5.) I'm not telling anyone but trusted collaborators about my promotion plans. And no, I'm not bragging about being confidential! ;-)

Will this directory be an amazing get rich quick venture for me? Nope. Will it be a solid, LONG-TERM venture that provides value to both visitors and webmasters, and earns reasonable income? I hope so. That's the plan, anyway.

Aloha,
Kirk out.

Condolences for whoever took

Condolences for whoever took a hit, but I don't tend to dwell on specifics.

I was just looking for a post, but couldn't find it. It was titled "paranoid about fingerprints" or somesuch. (Found it! http://www.threadwatch.org/node/874)

I spend hours and hours ripping and rewriting any stock code I might buy in order to make it unique. I even go so far as to rename css class and id, and certainly any generic graphics. Directories are usually leaving flaming roadmaps instead of just fingerprints and footprints.

longterm I think Kirk has a s

longterm I think Kirk has a solid strategy...niche and stay focused. with that being said there will still be some useful quality general directories on the market. I also agree that keeping the noise out is important for brand development. I do not think WebAtlas has any sitewide sponsorships or adsense type revenue generators at this point.

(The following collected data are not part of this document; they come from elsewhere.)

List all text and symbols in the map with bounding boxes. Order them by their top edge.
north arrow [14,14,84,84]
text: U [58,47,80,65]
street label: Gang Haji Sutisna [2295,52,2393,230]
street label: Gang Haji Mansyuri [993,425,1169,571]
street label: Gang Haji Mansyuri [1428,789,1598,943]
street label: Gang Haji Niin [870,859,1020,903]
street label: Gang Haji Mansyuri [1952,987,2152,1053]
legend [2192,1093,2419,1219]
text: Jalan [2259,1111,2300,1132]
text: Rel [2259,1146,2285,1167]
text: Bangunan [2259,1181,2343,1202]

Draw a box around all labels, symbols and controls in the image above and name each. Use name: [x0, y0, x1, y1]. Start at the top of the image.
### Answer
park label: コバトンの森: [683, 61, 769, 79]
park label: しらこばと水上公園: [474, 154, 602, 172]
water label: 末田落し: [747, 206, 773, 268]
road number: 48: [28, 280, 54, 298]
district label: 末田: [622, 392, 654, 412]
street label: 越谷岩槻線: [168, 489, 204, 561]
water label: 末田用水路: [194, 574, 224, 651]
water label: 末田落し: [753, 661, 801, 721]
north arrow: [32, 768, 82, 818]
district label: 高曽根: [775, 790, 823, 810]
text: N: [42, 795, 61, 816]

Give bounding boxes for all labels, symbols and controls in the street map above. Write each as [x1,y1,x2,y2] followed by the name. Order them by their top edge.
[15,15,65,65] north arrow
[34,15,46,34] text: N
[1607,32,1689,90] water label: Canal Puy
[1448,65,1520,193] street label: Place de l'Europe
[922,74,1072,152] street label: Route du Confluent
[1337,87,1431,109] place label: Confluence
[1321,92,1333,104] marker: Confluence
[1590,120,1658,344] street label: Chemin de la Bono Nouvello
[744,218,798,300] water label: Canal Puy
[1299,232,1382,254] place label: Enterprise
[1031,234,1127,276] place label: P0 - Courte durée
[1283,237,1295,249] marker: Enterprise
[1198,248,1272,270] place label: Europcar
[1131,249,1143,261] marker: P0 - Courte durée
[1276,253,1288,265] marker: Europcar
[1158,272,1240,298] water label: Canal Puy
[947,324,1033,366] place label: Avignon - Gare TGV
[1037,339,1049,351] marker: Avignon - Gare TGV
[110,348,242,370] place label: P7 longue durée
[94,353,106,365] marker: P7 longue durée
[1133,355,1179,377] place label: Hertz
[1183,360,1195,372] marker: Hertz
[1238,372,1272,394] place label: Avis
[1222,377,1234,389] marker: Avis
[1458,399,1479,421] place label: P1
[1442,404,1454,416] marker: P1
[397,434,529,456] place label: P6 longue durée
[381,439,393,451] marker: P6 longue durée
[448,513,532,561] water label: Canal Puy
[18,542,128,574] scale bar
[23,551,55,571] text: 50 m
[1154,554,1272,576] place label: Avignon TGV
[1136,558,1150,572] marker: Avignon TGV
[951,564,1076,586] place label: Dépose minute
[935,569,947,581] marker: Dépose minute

I believe Nandini wrote her script from scratch and she is not selling her directory script at this point so I do not think she has any footprint issues.

Yeah - I liked that thread too RC

Anything with a fingerprint should be avoided where possible - and I know it does take hours of work.

Bingo!

RC just hit the nail on the head. With the recent proliferation of sub-standard directories running OTC scripts, it makes nothing but sense to write your own scripts or at least make them unique. Anyone with long term plans using a common script would do well to deal with the footprint problem immediately.

>>or at least make them uniqu

>>or at least make them unique.

Agreed.

You guys didn't look very har

You guys didn't look very hard. This one doesn't have footprints ...more like "snow angels." Hell, it has 'Directory' plastered all over it. Even if it didn't use about every poison word (which have been out there since '99), check out the class codes. More than that, there are offers to "Get 5 links for the price of one!" Great big yellow flags dropping everywhere.

umm...

I don't see any red flags... not from an algorithmic point of view, nor from a human point of view. She wrote the whole thing from scratch. This has to be a glitch.

Absolutely, and from a 1999 a

Absolutely, and from a 1999 algo point of view. This 2000 newsletter was a wrap-up of directory poison words we were avoiding well before then.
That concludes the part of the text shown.